:: Records from a data collection ::
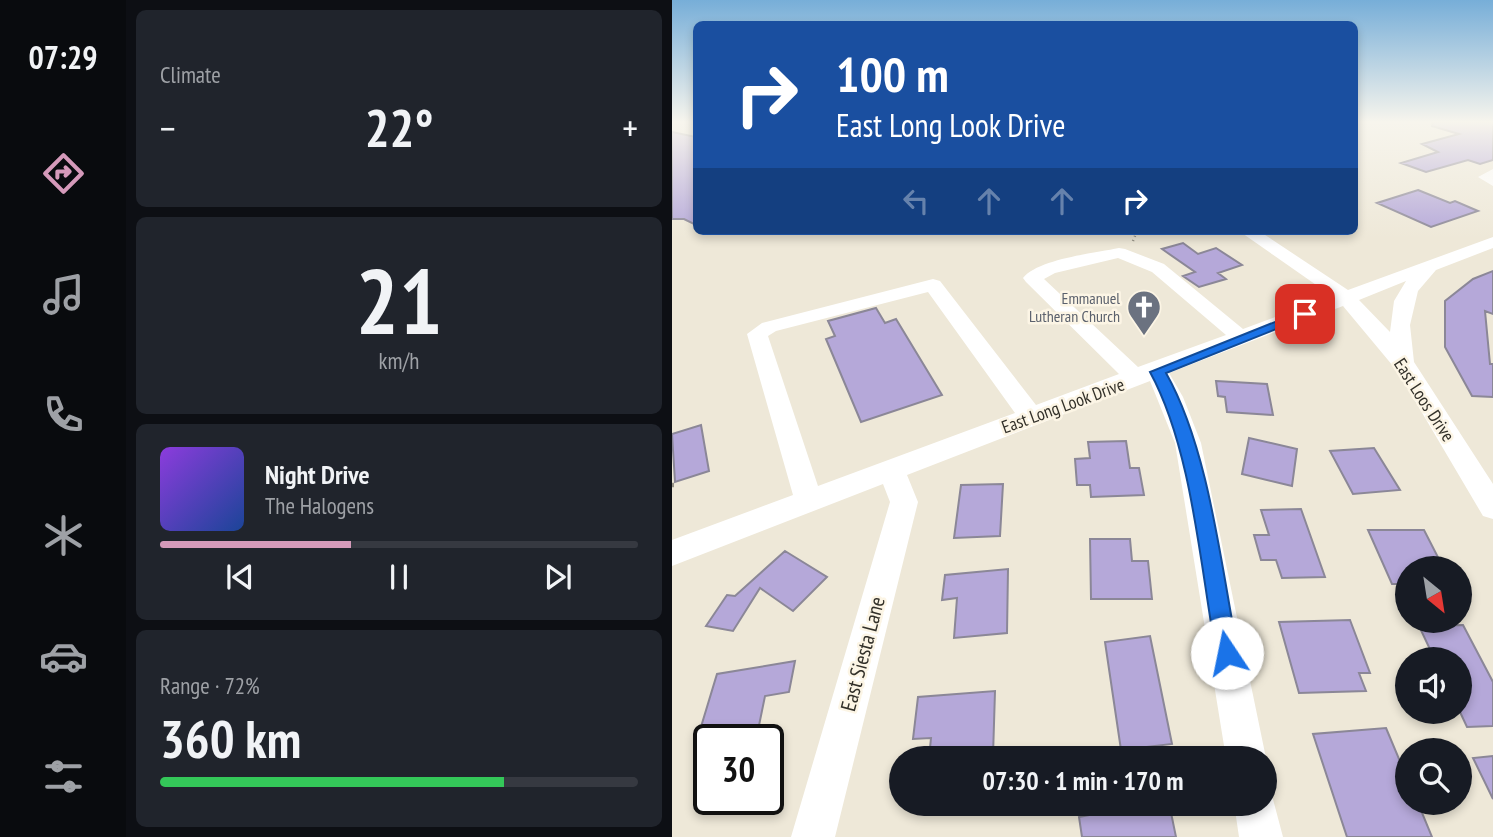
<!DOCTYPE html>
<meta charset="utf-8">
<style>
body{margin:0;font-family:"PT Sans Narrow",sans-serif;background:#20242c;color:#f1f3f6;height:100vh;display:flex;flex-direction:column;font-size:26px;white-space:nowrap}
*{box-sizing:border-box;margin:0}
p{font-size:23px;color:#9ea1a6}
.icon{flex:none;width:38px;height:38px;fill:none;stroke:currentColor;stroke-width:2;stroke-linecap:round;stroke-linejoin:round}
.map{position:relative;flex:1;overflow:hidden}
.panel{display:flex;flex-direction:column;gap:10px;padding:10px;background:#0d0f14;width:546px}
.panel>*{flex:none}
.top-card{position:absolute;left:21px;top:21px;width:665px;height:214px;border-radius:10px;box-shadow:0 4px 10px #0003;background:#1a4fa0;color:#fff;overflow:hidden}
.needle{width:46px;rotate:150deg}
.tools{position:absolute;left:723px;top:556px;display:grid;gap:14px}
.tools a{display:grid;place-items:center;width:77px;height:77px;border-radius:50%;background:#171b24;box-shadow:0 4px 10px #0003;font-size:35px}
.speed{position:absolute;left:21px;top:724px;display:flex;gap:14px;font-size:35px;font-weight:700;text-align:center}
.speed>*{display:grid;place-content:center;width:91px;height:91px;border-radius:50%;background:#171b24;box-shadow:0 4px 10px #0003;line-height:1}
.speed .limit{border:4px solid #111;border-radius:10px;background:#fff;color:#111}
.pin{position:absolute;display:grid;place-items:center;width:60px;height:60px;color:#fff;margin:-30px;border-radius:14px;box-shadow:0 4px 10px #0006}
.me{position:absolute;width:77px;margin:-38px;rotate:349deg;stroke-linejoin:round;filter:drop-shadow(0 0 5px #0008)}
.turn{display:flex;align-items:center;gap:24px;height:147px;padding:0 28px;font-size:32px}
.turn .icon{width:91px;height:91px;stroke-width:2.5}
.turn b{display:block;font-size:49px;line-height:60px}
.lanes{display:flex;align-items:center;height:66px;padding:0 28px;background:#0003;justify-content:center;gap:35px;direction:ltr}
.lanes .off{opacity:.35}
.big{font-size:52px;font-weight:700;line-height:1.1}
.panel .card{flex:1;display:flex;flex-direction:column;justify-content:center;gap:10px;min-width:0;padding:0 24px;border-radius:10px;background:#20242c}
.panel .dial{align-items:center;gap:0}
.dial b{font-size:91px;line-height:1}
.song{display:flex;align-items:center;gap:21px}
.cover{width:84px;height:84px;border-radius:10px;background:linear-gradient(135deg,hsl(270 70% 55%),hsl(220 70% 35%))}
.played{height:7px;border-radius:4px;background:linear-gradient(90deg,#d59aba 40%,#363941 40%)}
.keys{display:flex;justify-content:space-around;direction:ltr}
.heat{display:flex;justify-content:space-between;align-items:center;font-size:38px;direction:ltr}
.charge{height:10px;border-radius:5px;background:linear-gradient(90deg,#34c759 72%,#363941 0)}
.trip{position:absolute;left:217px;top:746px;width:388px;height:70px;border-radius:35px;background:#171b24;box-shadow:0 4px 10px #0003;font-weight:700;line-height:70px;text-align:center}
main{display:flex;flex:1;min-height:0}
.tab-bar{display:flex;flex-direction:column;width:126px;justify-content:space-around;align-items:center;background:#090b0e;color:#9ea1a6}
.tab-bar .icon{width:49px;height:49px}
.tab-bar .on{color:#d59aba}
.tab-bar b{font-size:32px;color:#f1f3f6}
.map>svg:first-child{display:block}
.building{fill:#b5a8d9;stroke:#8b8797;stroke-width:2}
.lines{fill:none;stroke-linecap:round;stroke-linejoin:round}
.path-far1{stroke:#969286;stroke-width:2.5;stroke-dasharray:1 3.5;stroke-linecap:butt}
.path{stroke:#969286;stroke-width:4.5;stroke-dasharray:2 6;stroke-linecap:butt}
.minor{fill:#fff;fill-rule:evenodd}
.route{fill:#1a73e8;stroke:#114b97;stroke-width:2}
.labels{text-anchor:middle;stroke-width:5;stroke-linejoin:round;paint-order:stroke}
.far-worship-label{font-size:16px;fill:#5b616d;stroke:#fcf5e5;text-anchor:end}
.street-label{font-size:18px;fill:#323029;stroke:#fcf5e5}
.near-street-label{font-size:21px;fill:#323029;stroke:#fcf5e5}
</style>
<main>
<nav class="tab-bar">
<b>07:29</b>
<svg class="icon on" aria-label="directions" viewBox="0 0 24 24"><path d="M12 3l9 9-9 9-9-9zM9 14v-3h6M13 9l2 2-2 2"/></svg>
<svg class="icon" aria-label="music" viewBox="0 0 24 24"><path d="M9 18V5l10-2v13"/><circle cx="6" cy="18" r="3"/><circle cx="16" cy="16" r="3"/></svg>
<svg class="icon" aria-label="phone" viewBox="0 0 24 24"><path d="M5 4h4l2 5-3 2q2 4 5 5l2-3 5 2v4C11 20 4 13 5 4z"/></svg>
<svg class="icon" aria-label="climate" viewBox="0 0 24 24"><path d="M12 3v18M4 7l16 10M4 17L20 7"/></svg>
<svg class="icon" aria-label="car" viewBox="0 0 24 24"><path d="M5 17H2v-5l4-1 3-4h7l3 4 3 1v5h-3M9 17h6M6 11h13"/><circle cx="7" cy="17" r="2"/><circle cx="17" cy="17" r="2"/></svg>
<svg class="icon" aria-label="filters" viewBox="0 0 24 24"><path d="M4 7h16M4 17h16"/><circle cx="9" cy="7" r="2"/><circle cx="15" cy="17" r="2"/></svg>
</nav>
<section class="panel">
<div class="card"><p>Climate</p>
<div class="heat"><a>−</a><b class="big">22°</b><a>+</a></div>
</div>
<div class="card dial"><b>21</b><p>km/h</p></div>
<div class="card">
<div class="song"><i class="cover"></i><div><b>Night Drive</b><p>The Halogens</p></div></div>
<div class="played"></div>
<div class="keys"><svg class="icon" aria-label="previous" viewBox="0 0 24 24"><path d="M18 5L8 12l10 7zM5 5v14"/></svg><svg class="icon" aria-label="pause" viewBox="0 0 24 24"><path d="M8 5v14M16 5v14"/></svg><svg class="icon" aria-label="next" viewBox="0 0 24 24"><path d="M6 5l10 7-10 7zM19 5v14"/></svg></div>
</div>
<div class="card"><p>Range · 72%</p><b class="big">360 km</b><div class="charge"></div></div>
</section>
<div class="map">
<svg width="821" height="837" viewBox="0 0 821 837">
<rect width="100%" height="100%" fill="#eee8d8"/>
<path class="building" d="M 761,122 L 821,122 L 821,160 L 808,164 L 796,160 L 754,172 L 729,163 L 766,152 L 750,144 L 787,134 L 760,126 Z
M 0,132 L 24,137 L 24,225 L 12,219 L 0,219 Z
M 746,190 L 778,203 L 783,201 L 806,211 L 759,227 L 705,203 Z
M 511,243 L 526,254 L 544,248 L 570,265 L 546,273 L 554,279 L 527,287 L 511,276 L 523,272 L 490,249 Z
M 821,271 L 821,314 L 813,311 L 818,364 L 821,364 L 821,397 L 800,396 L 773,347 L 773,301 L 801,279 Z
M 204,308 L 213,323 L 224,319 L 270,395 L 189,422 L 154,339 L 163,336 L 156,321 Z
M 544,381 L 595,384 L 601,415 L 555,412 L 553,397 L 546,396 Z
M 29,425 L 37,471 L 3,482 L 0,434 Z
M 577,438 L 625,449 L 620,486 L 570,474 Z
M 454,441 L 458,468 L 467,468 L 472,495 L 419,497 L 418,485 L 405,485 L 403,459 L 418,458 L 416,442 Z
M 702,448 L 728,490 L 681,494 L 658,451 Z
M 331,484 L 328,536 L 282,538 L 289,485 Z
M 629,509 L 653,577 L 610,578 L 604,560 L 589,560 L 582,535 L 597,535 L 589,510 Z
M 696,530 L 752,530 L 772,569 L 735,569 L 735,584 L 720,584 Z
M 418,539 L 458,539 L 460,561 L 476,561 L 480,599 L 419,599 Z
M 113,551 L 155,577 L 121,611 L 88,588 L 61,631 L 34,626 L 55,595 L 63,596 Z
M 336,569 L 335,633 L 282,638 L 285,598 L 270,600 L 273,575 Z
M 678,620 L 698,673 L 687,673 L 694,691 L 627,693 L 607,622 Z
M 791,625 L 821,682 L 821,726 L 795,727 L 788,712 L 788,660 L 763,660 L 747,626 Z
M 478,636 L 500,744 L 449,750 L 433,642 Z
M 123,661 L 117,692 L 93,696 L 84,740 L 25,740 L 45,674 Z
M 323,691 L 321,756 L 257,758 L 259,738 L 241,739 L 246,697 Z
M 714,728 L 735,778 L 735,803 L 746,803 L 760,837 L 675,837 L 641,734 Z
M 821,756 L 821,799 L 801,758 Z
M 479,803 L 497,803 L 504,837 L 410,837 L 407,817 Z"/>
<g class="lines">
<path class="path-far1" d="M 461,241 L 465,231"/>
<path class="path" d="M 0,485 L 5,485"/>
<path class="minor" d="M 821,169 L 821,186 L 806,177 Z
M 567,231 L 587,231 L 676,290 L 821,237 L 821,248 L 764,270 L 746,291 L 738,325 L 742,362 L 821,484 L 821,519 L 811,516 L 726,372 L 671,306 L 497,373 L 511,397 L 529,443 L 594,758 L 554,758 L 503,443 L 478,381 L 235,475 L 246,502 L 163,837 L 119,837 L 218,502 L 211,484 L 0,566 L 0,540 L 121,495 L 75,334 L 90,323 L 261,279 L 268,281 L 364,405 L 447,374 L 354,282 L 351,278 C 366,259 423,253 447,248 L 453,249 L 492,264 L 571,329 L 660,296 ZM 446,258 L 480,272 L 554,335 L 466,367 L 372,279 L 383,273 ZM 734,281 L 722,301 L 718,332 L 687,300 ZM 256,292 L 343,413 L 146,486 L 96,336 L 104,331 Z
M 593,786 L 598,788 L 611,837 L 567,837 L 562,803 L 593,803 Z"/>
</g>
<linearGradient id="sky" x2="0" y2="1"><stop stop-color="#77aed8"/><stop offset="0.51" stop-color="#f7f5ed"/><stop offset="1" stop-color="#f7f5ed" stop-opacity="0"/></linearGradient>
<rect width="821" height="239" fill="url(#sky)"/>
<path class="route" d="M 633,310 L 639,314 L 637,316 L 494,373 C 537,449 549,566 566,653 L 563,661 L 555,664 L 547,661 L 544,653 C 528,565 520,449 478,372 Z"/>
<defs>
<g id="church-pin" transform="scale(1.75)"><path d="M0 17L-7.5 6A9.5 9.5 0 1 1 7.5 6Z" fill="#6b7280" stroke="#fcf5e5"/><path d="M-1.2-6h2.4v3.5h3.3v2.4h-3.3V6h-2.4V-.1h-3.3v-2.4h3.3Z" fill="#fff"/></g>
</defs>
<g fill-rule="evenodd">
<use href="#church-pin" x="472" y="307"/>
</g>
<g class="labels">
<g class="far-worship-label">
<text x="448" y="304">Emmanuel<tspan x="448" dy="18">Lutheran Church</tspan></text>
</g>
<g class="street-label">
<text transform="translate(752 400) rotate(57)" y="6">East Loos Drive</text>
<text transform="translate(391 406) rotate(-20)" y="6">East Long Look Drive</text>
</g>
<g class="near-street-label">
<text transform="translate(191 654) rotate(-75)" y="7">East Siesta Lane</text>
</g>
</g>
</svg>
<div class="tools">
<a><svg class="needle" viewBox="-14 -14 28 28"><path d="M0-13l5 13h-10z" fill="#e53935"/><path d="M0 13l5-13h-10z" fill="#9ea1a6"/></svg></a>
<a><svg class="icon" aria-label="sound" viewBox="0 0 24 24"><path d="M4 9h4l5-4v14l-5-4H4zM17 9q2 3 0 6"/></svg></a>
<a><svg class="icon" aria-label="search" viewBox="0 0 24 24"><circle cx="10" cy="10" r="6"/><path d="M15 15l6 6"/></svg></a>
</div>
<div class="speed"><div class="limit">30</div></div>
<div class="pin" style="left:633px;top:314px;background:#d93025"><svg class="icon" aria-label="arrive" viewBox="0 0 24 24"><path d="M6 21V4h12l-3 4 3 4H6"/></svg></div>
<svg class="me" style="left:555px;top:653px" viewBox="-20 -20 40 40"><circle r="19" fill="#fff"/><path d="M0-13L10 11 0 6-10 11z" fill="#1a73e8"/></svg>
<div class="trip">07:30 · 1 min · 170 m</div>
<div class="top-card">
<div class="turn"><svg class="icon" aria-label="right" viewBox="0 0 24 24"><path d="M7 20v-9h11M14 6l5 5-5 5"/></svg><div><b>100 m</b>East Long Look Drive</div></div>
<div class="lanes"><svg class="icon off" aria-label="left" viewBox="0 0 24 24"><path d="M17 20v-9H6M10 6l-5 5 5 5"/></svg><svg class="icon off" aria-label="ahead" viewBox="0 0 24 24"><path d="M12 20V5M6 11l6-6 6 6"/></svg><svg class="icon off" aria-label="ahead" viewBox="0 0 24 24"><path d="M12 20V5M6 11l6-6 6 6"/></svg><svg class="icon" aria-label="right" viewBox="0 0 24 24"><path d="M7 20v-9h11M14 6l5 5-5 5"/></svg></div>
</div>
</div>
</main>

:: What you should do ::
Scan the records above and show every line in which the word "limit" occurs.

:: Answer to the exercise ::
.speed .limit{border:4px solid #111;border-radius:10px;background:#fff;color:#111}
<div class="speed"><div class="limit">30</div></div>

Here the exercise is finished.